Work to complete - Look below for the lines from the one with "M1474,421L1489,441L1479,449L1463,429Z" to the one with "trace(service, '#2b2b2b', 10);", and copy exactly those lines, both ends included.

Provided records -

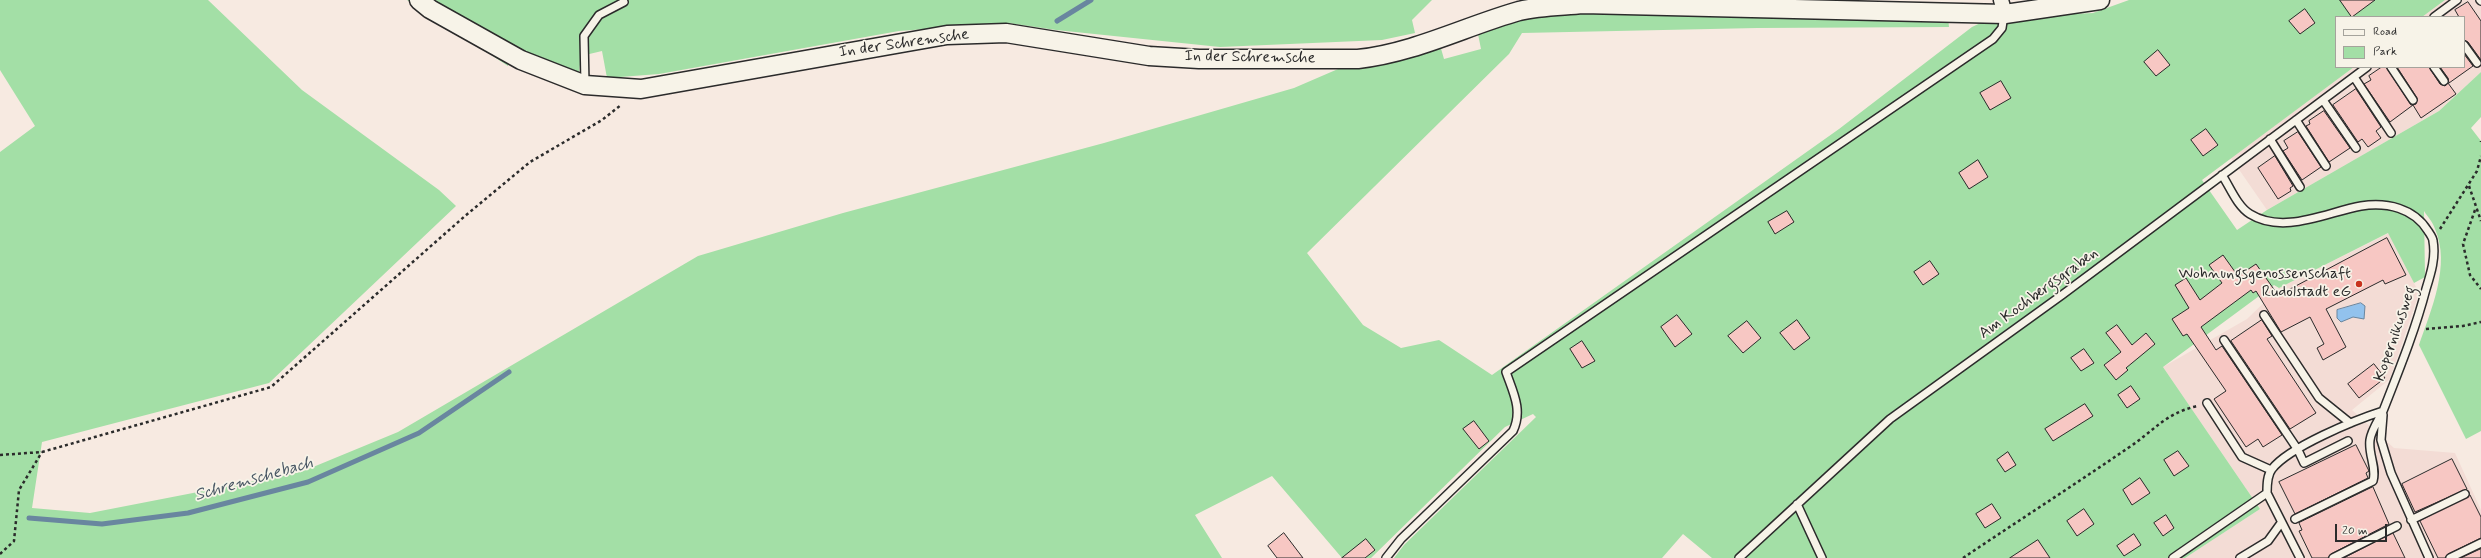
<!DOCTYPE html>
<style>
body{margin:0}
#map{position:relative;width:2481px;height:558px;overflow:hidden;background:#f7eae1;font-family:Mynerve,sans-serif}
canvas{display:block}
.legend{position:absolute;left:2335px;top:16px;width:130px;height:52px;box-sizing:border-box;background:#f7f3e8;border:1px solid #a5a39c;margin:0;padding:5px 7px;list-style:none;font-size:12px;color:#2b2b2b}
.legend li{display:flex;align-items:center;gap:8px;height:20px}
.legend b{width:20px;border:1px solid #a5a39c}
.scale{position:absolute;left:2335px;top:524px;width:52px;height:18px;box-sizing:border-box;border:2px solid #2b2b2b;border-top:0;padding-left:5px;font-size:12px;line-height:14px;white-space:nowrap;color:#2b2b2b;-webkit-text-stroke:3px #f7f3e8;paint-order:stroke}
</style>
<div id="map">
<canvas width="2481" height="558"></canvas>
<ul class="legend">
<li><b style="height:5px;background:#f7f3e8"></b>Road</li>
<li><b style="height:11px;background:#a3dfa6"></b>Park</li>
</ul>
<div class="scale">20 m</div>
</div>
<script>
const ctx = document.querySelector('canvas').getContext('2d');
ctx.lineJoin = 'round';
function paint(path, color) {
  ctx.fillStyle = color;
  ctx.fill(path, 'evenodd');
}
function trace(path, color, width, dash) {
  ctx.strokeStyle = color;
  ctx.lineWidth = width;
  ctx.lineCap = dash ? 'butt' : 'round';
  ctx.setLineDash(dash || []);
  ctx.stroke(path);
}
function write(font, color, halo, rows, align = 'center') {
  ctx.font = font + ' Mynerve,sans-serif';
  ctx.lineWidth = 3.5;
  ctx.setLineDash([]);
  ctx.textBaseline = 'middle';
  ctx.strokeStyle = halo;
  ctx.fillStyle = color;
  for (const [text, x, y, turn = 0] of rows) {
    ctx.save();
    ctx.translate(x, y);
    ctx.rotate((+turn || 0) * Math.PI / 180);
    ctx.textAlign = isNaN(turn) ? turn : align;
    if (halo) ctx.strokeText(text, 0, 0);
    ctx.fillText(text, 0, 0);
    ctx.restore();
  }
}
paint(new Path2D(`
 M2445,0H2481V72L2439,111L2267,210L2231,158L2354,67H2464V17H2422Z
 M2389,233L2419,293L2390,379L2352,410L2394,448L2455,453L2481,510V558H2185L2260,509L2163,367L2247,319L2279,288Z`), '#f3dcd5');
paint(new Path2D(`
 M0,0H208L302,90L439,190L456,206L269,383L42,442L32,508L90,513L301,472L398,432L698,256L843,213L1104,143L1294,88L1345,66L1440,45L1444,59L1481,49L1478,34L1520,19L1559,13L1948,17L1949,27L1757,28L1522,33L1509,54L1307,253L1363,325L1401,348L1439,340L1492,375L1839,129L1972,27L1991,18L2093,13L2129,0H2445L2422,17H2336V67H2354L2202,180L2237,230L2267,210L2439,111L2481,72V117L2471,128L2481,141V431L2466,439L2419,345C2431,310 2451,265 2435,229C2433,222 2427,216 2424,211L2425,277L2414,283L2388,233L2279,288L2274,285L2163,367L2260,509L2185,558H1712L1683,534L1662,558H1394L1404,545L1536,417L1533,414L1505,427L1371,558H1342L1272,476L1195,515L1222,558H0V152L35,126L0,70Z
 M407,0H1432L1412,20L1415,33L1382,40L1220,47L1056,30L1008,23L899,31L659,74L607,78L602,51L581,56L579,73L509,46L508,66Z`), '#a3dfa6');
const water = new Path2D(`
 M2361,303L2365,306L2364,319L2353,317L2341,322L2337,318V310Z`);
paint(water, '#92c2ed');
trace(water, '#69869f', 1);
trace(new Path2D(`
 M1057,21L1091,0
 M29,518L102,524L188,513L308,482L419,433L509,372`), '#69869f', 5);
const building = new Path2D(`
 M2340,0H2375L2352,17Z
 M2468,2L2481,21V60L2468,42L2464,40V17H2459L2455,10Z
 M2305,9L2315,23L2300,34L2289,21Z
 M2158,50L2170,65L2156,76L2144,62Z
 M2464,54L2473,66L2449,83L2448,78L2440,67H2464Z
 M2382,67H2386L2411,105L2416,104L2417,98L2397,67H2429L2440,84L2445,86L2448,83L2456,94L2421,118L2413,105L2390,122L2364,84L2371,80L2369,76Z
 M2001,81L2011,98L1990,110L1980,93Z
 M2356,89L2381,127L2376,131L2381,138L2368,147L2362,139L2358,142L2333,105Z
 M2324,111L2350,148L2329,162L2306,126L2310,124L2309,121Z
 M2206,129L2218,145L2203,156L2191,140Z
 M2298,132L2321,167L2302,180L2283,151L2288,148L2284,141Z
 M2275,156L2293,186L2290,188L2291,191L2278,199L2258,168Z
 M1978,160L1988,177L1969,189L1959,173Z
 M1787,211L1794,222L1775,234L1768,222Z
 M2387,238L2406,275L2385,284L2383,280L2326,309L2346,347L2323,360L2317,348L2324,344L2310,317L2281,332L2256,291L2253,293L2251,290L2201,327L2216,350L2222,346L2282,435L2263,447L2258,439L2246,447L2214,399L2226,391L2187,334L2183,336L2172,319L2189,308L2175,285L2186,278L2200,300L2222,283L2209,265L2223,255L2238,276L2256,264L2278,295Z
 M1930,261L1939,274L1923,285L1914,272Z
 M1677,315L1692,334L1675,347L1661,327Z
 M1797,320L1810,338L1794,350L1780,333Z
 M2262,320L2272,336L2267,339L2316,413L2290,429L2231,341Z
 M1747,321L1761,338L1743,353L1728,336Z
 M2117,325L2132,345L2146,333L2155,344L2126,368L2128,370L2116,380L2104,365L2121,352L2106,333Z
 M1582,341L1595,361L1582,368L1570,349Z
 M2084,349L2094,363L2081,371L2071,358Z
 M2374,364L2385,378L2359,398L2348,384Z
 M2131,386L2140,399L2127,408L2118,395Z
 M2085,404L2093,416L2053,441L2045,429Z
 M1474,421L1489,441L1479,449L1463,429Z
 M2356,445L2369,471L2366,473L2368,478L2295,514L2279,482Z
 M2178,451L2189,466L2174,476L2164,460Z
 M2008,452L2016,465L2005,472L1997,460Z
 M2452,459L2467,489L2415,512L2402,484Z
 M2140,478L2150,493L2132,505L2123,490Z
 M2373,487L2389,524L2331,554L2328,558H2312L2299,531L2302,530L2299,523Z
 M2470,495L2481,517V538L2448,554L2445,558H2438L2420,521Z
 M1992,504L2001,518L1985,528L1976,514Z
 M2084,509L2094,524L2077,536L2067,521Z
 M2166,515L2174,528L2163,536L2154,523Z
 M1284,533L1303,558H1277L1268,546Z
 M2393,533L2405,558H2344Z
 M2134,534L2141,545L2124,556L2117,546Z
 M1366,539L1375,550L1365,558H1342Z
 M2038,540L2050,558H2010Z
 M2481,549V558H2461Z`);
paint(building, '#f7c7c3');
trace(building, '#2b2b2b', 1);
const service = new Path2D(`
 M2480,0L2481,1
 M2434,17L2457,0
 M2464,45L2477,63
 M2391,67L2413,100
 M2434,67L2444,81
 M2354,77L2391,133
 M585,84L584,36L599,15L624,2
 M2323,100L2356,148
 M2296,120L2326,166
 M2270,139L2300,187
 M2264,315L2319,398L2350,423
 M2224,340L2298,450L2304,463L2348,441
 M2207,403L2242,457L2271,470
 M2383,415L2381,440L2391,473L2429,558
 M2267,493L2300,558
 M1797,504L1822,558
 M2295,519L2373,481C2377,467 2368,455 2370,440C2371,431 2379,419 2383,411
 M2411,520L2465,494
 M1386,558L1401,539L1513,431C1523,410 1513,392 1506,372L1993,39L2002,28L2004,15
 M1739,558L1890,419L2062,295L2367,67
 M2173,558L2267,493C2267,485 2267,475 2272,469C2289,447 2355,420 2383,411C2399,370 2415,331 2426,289C2431,273 2436,257 2433,241C2433,238 2430,234 2428,231C2414,208 2387,202 2361,206C2327,212 2284,235 2250,214C2237,206 2230,187 2222,175
 M2240,558L2268,541L2281,523
 M2333,558L2397,526
 M2450,558L2481,543`);
const minor = new Path2D(`
 M2001,0L2005,14`);
const tertiary = new Path2D(`
 M419,0L430,9L521,60L585,85L641,89L947,35L1006,33L1149,56L1199,59H1358C1414,53 1466,26 1519,11C1539,6 1562,6 1583,4L2005,14L2100,0`);
trace(service, '#2b2b2b', 10);
trace(minor, '#2b2b2b', 17);
trace(tertiary, '#2b2b2b', 21);
trace(new Path2D(`
 M2481,141V142
 M2469,186L2481,221
 M2475,210L2463,244L2470,275L2481,289
 M2440,229L2477,171L2481,156
 M2426,329L2463,326L2481,322
 M0,455L42,452L271,387L465,216L530,162L602,120L621,105
 M0,554L14,541L19,490L42,452
 M1963,558C2018,521 2074,485 2128,448C2154,431 2164,414 2197,406`), '#2b2b2b', 2.5, [3, 3]);
trace(service, '#f7f3e8', 7);
trace(minor, '#f7f3e8', 14);
trace(tertiary, '#f7f3e8', 18);
for (const [x, y, r, color] of [
 [2359,284,4,"#c8321e"]
]) {
  const dot = new Path2D();
  dot.arc(x, y, r, 0, 2 * Math.PI);
  ctx.fillStyle = color;
  ctx.fill(dot);
  trace(dot, '#f7f3e8', 1.5);
}
write('16px', '#2b2b2b', '#f7f3e8', [
 ["In der Schremsche",904,44,-8],
 ["In der Schremsche",1250,58,1],
 ["Am Kochbergsgraben",2039,294,-36],
 ["Kopernikusweg",2396,334,-71]
]);
write('16px', '#2b2b2b', '#f7f3e8', [
 ["Wohnungsgenossenschaft",2351,275],
 ["Rudolstadt eG",2351,293]
], 'right');
write('italic 17px', '#4a5865', '#f7f3e8', [
 ["Schremschebach",254,480,-16]
]);
</script>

Answer to this problem -
 M1474,421L1489,441L1479,449L1463,429Z
 M2356,445L2369,471L2366,473L2368,478L2295,514L2279,482Z
 M2178,451L2189,466L2174,476L2164,460Z
 M2008,452L2016,465L2005,472L1997,460Z
 M2452,459L2467,489L2415,512L2402,484Z
 M2140,478L2150,493L2132,505L2123,490Z
 M2373,487L2389,524L2331,554L2328,558H2312L2299,531L2302,530L2299,523Z
 M2470,495L2481,517V538L2448,554L2445,558H2438L2420,521Z
 M1992,504L2001,518L1985,528L1976,514Z
 M2084,509L2094,524L2077,536L2067,521Z
 M2166,515L2174,528L2163,536L2154,523Z
 M1284,533L1303,558H1277L1268,546Z
 M2393,533L2405,558H2344Z
 M2134,534L2141,545L2124,556L2117,546Z
 M1366,539L1375,550L1365,558H1342Z
 M2038,540L2050,558H2010Z
 M2481,549V558H2461Z`);
paint(building, '#f7c7c3');
trace(building, '#2b2b2b', 1);
const service = new Path2D(`
 M2480,0L2481,1
 M2434,17L2457,0
 M2464,45L2477,63
 M2391,67L2413,100
 M2434,67L2444,81
 M2354,77L2391,133
 M585,84L584,36L599,15L624,2
 M2323,100L2356,148
 M2296,120L2326,166
 M2270,139L2300,187
 M2264,315L2319,398L2350,423
 M2224,340L2298,450L2304,463L2348,441
 M2207,403L2242,457L2271,470
 M2383,415L2381,440L2391,473L2429,558
 M2267,493L2300,558
 M1797,504L1822,558
 M2295,519L2373,481C2377,467 2368,455 2370,440C2371,431 2379,419 2383,411
 M2411,520L2465,494
 M1386,558L1401,539L1513,431C1523,410 1513,392 1506,372L1993,39L2002,28L2004,15
 M1739,558L1890,419L2062,295L2367,67
 M2173,558L2267,493C2267,485 2267,475 2272,469C2289,447 2355,420 2383,411C2399,370 2415,331 2426,289C2431,273 2436,257 2433,241C2433,238 2430,234 2428,231C2414,208 2387,202 2361,206C2327,212 2284,235 2250,214C2237,206 2230,187 2222,175
 M2240,558L2268,541L2281,523
 M2333,558L2397,526
 M2450,558L2481,543`);
const minor = new Path2D(`
 M2001,0L2005,14`);
const tertiary = new Path2D(`
 M419,0L430,9L521,60L585,85L641,89L947,35L1006,33L1149,56L1199,59H1358C1414,53 1466,26 1519,11C1539,6 1562,6 1583,4L2005,14L2100,0`);
trace(service, '#2b2b2b', 10);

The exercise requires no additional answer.